BEGIN Exercise data

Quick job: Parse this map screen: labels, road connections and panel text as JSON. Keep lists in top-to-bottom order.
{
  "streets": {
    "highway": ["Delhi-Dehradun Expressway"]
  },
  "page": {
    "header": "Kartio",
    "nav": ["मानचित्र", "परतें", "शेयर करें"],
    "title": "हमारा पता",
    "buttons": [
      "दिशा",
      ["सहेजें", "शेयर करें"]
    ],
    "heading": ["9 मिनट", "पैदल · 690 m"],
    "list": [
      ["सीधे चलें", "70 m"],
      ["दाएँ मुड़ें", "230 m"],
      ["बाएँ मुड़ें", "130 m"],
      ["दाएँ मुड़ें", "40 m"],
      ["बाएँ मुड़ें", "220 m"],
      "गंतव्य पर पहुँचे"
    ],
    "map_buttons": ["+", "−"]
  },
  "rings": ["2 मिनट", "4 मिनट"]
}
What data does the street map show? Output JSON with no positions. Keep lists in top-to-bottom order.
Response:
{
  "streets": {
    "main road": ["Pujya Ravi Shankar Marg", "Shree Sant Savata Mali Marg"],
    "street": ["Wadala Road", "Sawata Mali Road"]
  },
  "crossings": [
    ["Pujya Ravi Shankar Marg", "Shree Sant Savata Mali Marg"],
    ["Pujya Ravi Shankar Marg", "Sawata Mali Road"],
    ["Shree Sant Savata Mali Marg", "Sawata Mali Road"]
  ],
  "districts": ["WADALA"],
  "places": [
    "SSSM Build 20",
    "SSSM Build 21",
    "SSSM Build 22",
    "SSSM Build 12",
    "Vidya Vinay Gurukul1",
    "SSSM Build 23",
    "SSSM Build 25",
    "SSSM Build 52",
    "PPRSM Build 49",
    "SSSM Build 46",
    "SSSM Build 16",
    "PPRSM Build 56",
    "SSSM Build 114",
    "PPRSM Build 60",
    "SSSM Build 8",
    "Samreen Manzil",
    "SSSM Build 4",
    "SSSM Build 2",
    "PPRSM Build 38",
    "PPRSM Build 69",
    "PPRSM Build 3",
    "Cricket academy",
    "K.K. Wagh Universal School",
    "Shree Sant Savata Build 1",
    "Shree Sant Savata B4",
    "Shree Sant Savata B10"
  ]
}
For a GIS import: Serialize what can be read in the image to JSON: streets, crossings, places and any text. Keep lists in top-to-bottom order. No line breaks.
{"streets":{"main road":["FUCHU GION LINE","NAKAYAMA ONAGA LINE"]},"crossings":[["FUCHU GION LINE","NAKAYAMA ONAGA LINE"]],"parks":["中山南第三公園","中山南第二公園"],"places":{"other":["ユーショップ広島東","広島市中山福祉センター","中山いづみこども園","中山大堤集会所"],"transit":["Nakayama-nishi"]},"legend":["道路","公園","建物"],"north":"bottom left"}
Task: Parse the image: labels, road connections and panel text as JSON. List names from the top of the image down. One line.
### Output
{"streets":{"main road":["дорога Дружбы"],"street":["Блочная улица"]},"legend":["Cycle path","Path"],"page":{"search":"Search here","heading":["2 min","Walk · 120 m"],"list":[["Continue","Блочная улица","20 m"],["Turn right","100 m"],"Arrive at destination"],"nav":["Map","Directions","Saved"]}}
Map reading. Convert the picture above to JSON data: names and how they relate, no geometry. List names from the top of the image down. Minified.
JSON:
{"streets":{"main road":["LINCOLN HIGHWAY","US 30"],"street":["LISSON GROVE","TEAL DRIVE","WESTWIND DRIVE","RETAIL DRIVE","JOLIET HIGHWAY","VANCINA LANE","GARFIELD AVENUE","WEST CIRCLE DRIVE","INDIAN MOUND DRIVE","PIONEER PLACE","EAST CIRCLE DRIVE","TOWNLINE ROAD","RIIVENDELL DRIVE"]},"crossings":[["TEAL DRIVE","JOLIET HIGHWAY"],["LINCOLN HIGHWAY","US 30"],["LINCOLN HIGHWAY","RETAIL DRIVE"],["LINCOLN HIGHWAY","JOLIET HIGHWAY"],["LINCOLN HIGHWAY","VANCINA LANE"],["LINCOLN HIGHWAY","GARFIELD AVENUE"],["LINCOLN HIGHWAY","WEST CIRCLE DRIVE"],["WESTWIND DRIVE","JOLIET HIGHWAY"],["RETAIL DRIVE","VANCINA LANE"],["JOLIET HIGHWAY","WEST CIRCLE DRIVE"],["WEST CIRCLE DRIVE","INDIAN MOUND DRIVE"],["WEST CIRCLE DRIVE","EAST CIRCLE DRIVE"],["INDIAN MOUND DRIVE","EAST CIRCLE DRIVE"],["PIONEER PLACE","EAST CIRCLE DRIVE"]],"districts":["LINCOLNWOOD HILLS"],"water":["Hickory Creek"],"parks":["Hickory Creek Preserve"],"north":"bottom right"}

END Exercise data

▸ **What needs to be done**
Every line above needs to be repeated exactly as shown.

▸ **Result for this task**
Quick job: Parse this map screen: labels, road connections and panel text as JSON. Keep lists in top-to-bottom order.
{
  "streets": {
    "highway": ["Delhi-Dehradun Expressway"]
  },
  "page": {
    "header": "Kartio",
    "nav": ["मानचित्र", "परतें", "शेयर करें"],
    "title": "हमारा पता",
    "buttons": [
      "दिशा",
      ["सहेजें", "शेयर करें"]
    ],
    "heading": ["9 मिनट", "पैदल · 690 m"],
    "list": [
      ["सीधे चलें", "70 m"],
      ["दाएँ मुड़ें", "230 m"],
      ["बाएँ मुड़ें", "130 m"],
      ["दाएँ मुड़ें", "40 m"],
      ["बाएँ मुड़ें", "220 m"],
      "गंतव्य पर पहुँचे"
    ],
    "map_buttons": ["+", "−"]
  },
  "rings": ["2 मिनट", "4 मिनट"]
}
What data does the street map show? Output JSON with no positions. Keep lists in top-to-bottom order.
Response:
{
  "streets": {
    "main road": ["Pujya Ravi Shankar Marg", "Shree Sant Savata Mali Marg"],
    "street": ["Wadala Road", "Sawata Mali Road"]
  },
  "crossings": [
    ["Pujya Ravi Shankar Marg", "Shree Sant Savata Mali Marg"],
    ["Pujya Ravi Shankar Marg", "Sawata Mali Road"],
    ["Shree Sant Savata Mali Marg", "Sawata Mali Road"]
  ],
  "districts": ["WADALA"],
  "places": [
    "SSSM Build 20",
    "SSSM Build 21",
    "SSSM Build 22",
    "SSSM Build 12",
    "Vidya Vinay Gurukul1",
    "SSSM Build 23",
    "SSSM Build 25",
    "SSSM Build 52",
    "PPRSM Build 49",
    "SSSM Build 46",
    "SSSM Build 16",
    "PPRSM Build 56",
    "SSSM Build 114",
    "PPRSM Build 60",
    "SSSM Build 8",
    "Samreen Manzil",
    "SSSM Build 4",
    "SSSM Build 2",
    "PPRSM Build 38",
    "PPRSM Build 69",
    "PPRSM Build 3",
    "Cricket academy",
    "K.K. Wagh Universal School",
    "Shree Sant Savata Build 1",
    "Shree Sant Savata B4",
    "Shree Sant Savata B10"
  ]
}
For a GIS import: Serialize what can be read in the image to JSON: streets, crossings, places and any text. Keep lists in top-to-bottom order. No line breaks.
{"streets":{"main road":["FUCHU GION LINE","NAKAYAMA ONAGA LINE"]},"crossings":[["FUCHU GION LINE","NAKAYAMA ONAGA LINE"]],"parks":["中山南第三公園","中山南第二公園"],"places":{"other":["ユーショップ広島東","広島市中山福祉センター","中山いづみこども園","中山大堤集会所"],"transit":["Nakayama-nishi"]},"legend":["道路","公園","建物"],"north":"bottom left"}
Task: Parse the image: labels, road connections and panel text as JSON. List names from the top of the image down. One line.
### Output
{"streets":{"main road":["дорога Дружбы"],"street":["Блочная улица"]},"legend":["Cycle path","Path"],"page":{"search":"Search here","heading":["2 min","Walk · 120 m"],"list":[["Continue","Блочная улица","20 m"],["Turn right","100 m"],"Arrive at destination"],"nav":["Map","Directions","Saved"]}}
Map reading. Convert the picture above to JSON data: names and how they relate, no geometry. List names from the top of the image down. Minified.
JSON:
{"streets":{"main road":["LINCOLN HIGHWAY","US 30"],"street":["LISSON GROVE","TEAL DRIVE","WESTWIND DRIVE","RETAIL DRIVE","JOLIET HIGHWAY","VANCINA LANE","GARFIELD AVENUE","WEST CIRCLE DRIVE","INDIAN MOUND DRIVE","PIONEER PLACE","EAST CIRCLE DRIVE","TOWNLINE ROAD","RIIVENDELL DRIVE"]},"crossings":[["TEAL DRIVE","JOLIET HIGHWAY"],["LINCOLN HIGHWAY","US 30"],["LINCOLN HIGHWAY","RETAIL DRIVE"],["LINCOLN HIGHWAY","JOLIET HIGHWAY"],["LINCOLN HIGHWAY","VANCINA LANE"],["LINCOLN HIGHWAY","GARFIELD AVENUE"],["LINCOLN HIGHWAY","WEST CIRCLE DRIVE"],["WESTWIND DRIVE","JOLIET HIGHWAY"],["RETAIL DRIVE","VANCINA LANE"],["JOLIET HIGHWAY","WEST CIRCLE DRIVE"],["WEST CIRCLE DRIVE","INDIAN MOUND DRIVE"],["WEST CIRCLE DRIVE","EAST CIRCLE DRIVE"],["INDIAN MOUND DRIVE","EAST CIRCLE DRIVE"],["PIONEER PLACE","EAST CIRCLE DRIVE"]],"districts":["LINCOLNWOOD HILLS"],"water":["Hickory Creek"],"parks":["Hickory Creek Preserve"],"north":"bottom right"}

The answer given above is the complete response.